I wouldn't ask him to convert or to be baptized. I would ask that he attend inquirers classes to learn about Orthodoxy. Being "open" to raising the children Orthodox is not a guarantee. He needs to know what Orthodoxy is so he can know whether he would allow your children to be raised Orthodox. Until he is informed about the faith, you shouldn't proceed to much farther into making the relationship more "serious."
All of this is a moot point, since AFAIK, Orthodox Christians cannot marry persons who have not received a Trinitarian baptism, in the Church. If an Orthodox Christian chooses to do so, then they are also not considered "in good standing."
Unfortunately, there is no perfect answer in these situations, that does not involve the potential for misunderstanding and hurt feelings.
When we make choices or decisions that are not what the Church believes, preaches and teaches, such as deciding to marry a non-Christian, then by our choices, we have voluntarily placed ourselves outside the community, outside the unity.
As you know, the Orthodox Church believes that marriage is more than a private transaction between two people. Rather marriage is a sacrament, an event in which Jesus Christ Himself participates. If we understand the "ecclesial" dimension of marriage, then we also understand why marrying a non-Christian is a personal choice that places us outside the Church. People are never forced to marry “outside the Church” – that is the decision of the individual. Orthodox Christians who choose to enter into marriage with a non-Christian are no longer considered in good standing with their Church and are unable to fully and actively participate in its life, including receiving Holy Communion. This self-imposed restriction on full participation in the sacramental life of the Church is a matter not only of ecclesiology but also common sense – if we do not believe or follow the teachings and practices of the faith, why would we want to participate in its Sacraments?
I encourage you to speak to your priest and discuss your feelings with him. He will explain the matter much better than I can.

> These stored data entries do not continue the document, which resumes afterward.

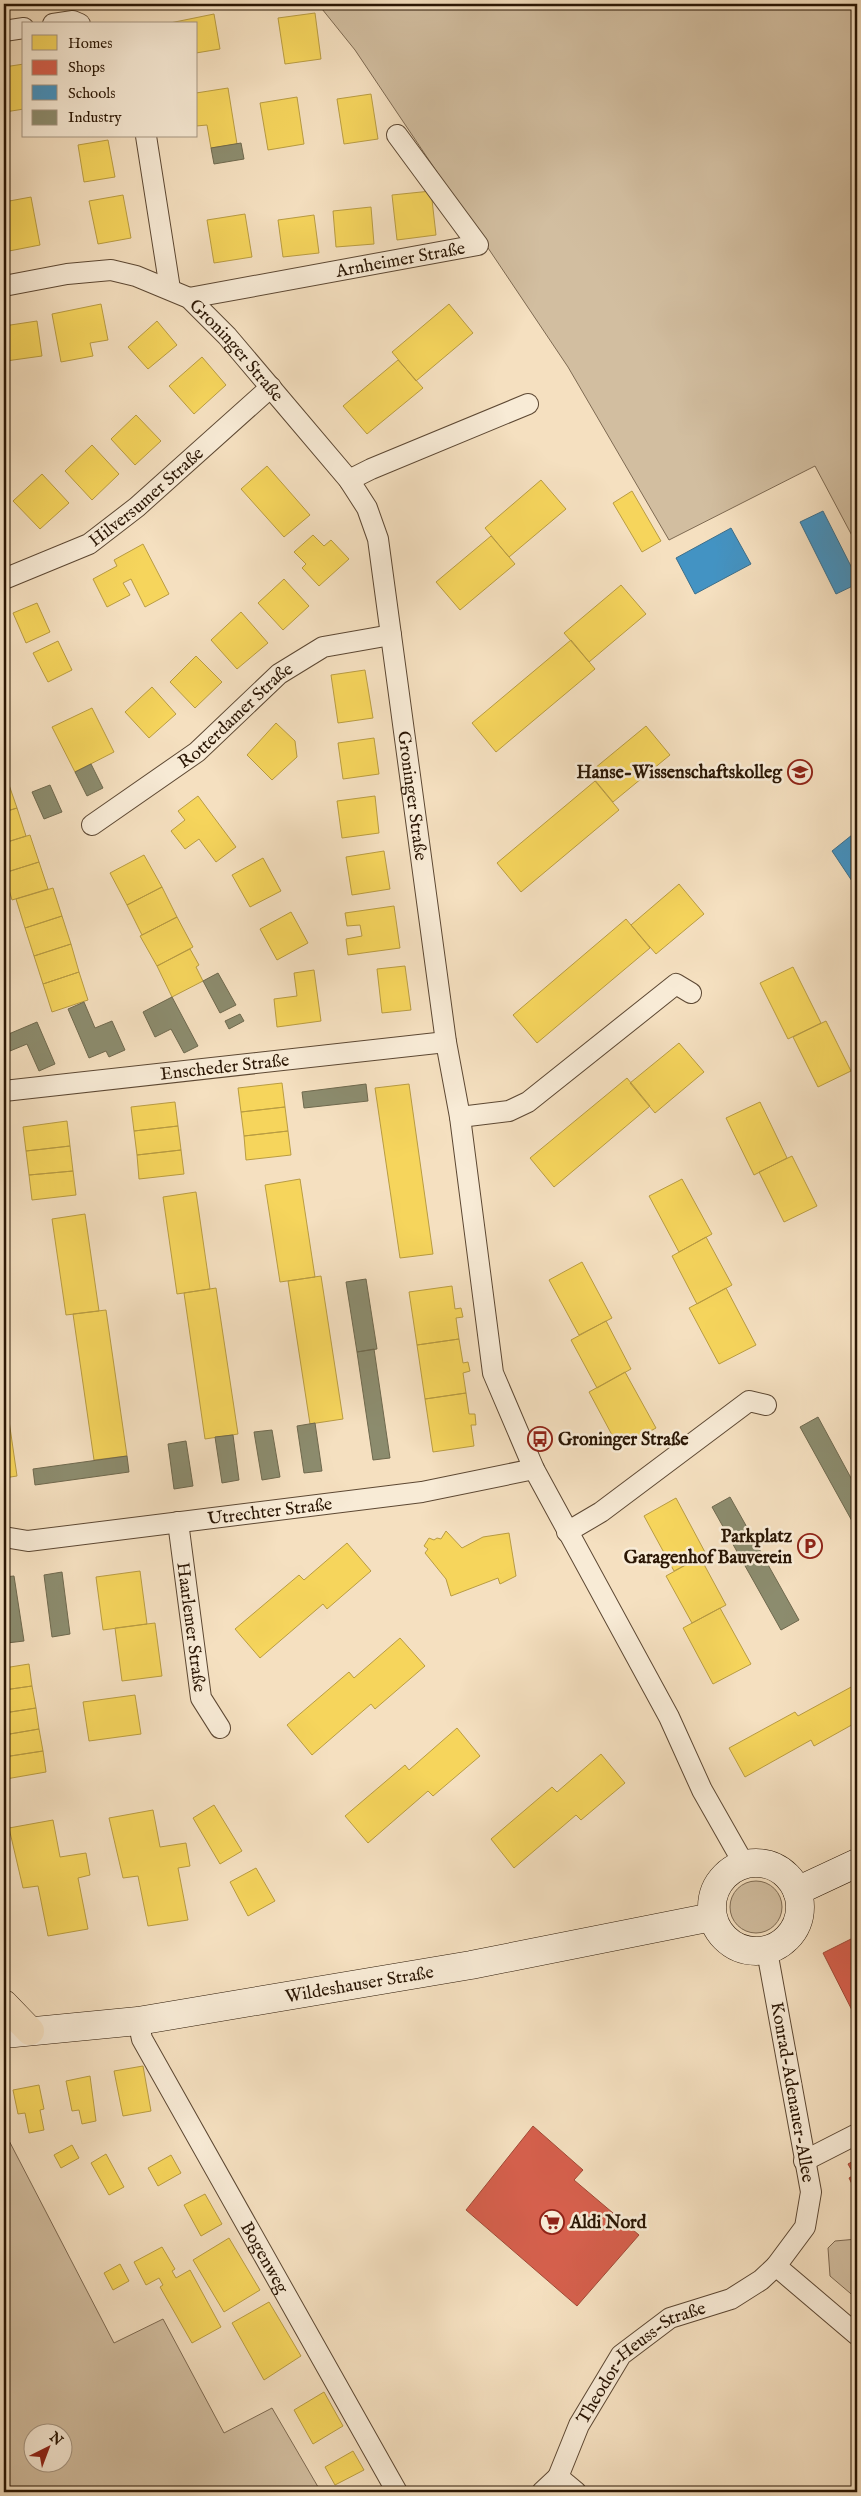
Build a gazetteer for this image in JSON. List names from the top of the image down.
{
  "streets": {
    "main road": ["Wildeshauser Straße"],
    "street": [
      "Arnheimer Straße",
      "Groninger Straße",
      "Hilversumer Straße",
      "Rotterdamer Straße",
      "Enscheder Straße",
      "Utrechter Straße",
      "Haarlemer Straße",
      "Konrad-Adenauer-Allee",
      "Bogenweg",
      "Theodor-Heuss-Straße"
    ]
  },
  "crossings": [
    ["Arnheimer Straße", "Groninger Straße"],
    ["Groninger Straße", "Hilversumer Straße"],
    ["Groninger Straße", "Rotterdamer Straße"],
    ["Groninger Straße", "Enscheder Straße"],
    ["Groninger Straße", "Utrechter Straße"],
    ["Groninger Straße", "Wildeshauser Straße"],
    ["Groninger Straße", "Konrad-Adenauer-Allee"],
    ["Utrechter Straße", "Haarlemer Straße"],
    ["Wildeshauser Straße", "Konrad-Adenauer-Allee"],
    ["Wildeshauser Straße", "Bogenweg"],
    ["Konrad-Adenauer-Allee", "Theodor-Heuss-Straße"]
  ],
  "places": {
    "school or university": ["Hanse-Wissenschaftskolleg"],
    "bus stop": ["Groninger Straße"],
    "parking": ["Parkplatz Garagenhof Bauverein"],
    "supermarket": ["Aldi Nord"]
  },
  "legend": [
    "Homes",
    "Shops",
    "Schools",
    "Industry"
  ],
  "north": "top right"
}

I know that you have shared elsewhere your feelings on being raised in home with parents who had differing beliefs, although both were Christian, and how this resulted in feelings of not belonging anywhere. To a certain extent, I understand these feelings since my parents were of different beliefts as well. Although they were loving and respectful of each other's beliefs, I'm sure it was very lonely for my mother to go to church alone all those years, and vice versa. As a small child, I couldn't understand why I would go to one church with Dad and another with Mom, and they were never together. Children notice these things and I felt lonely and afraid.
It's not something I would want my child to go through. Nor would I want my faith, the deepest, truest part of my self, to be a source of conflict or compromise.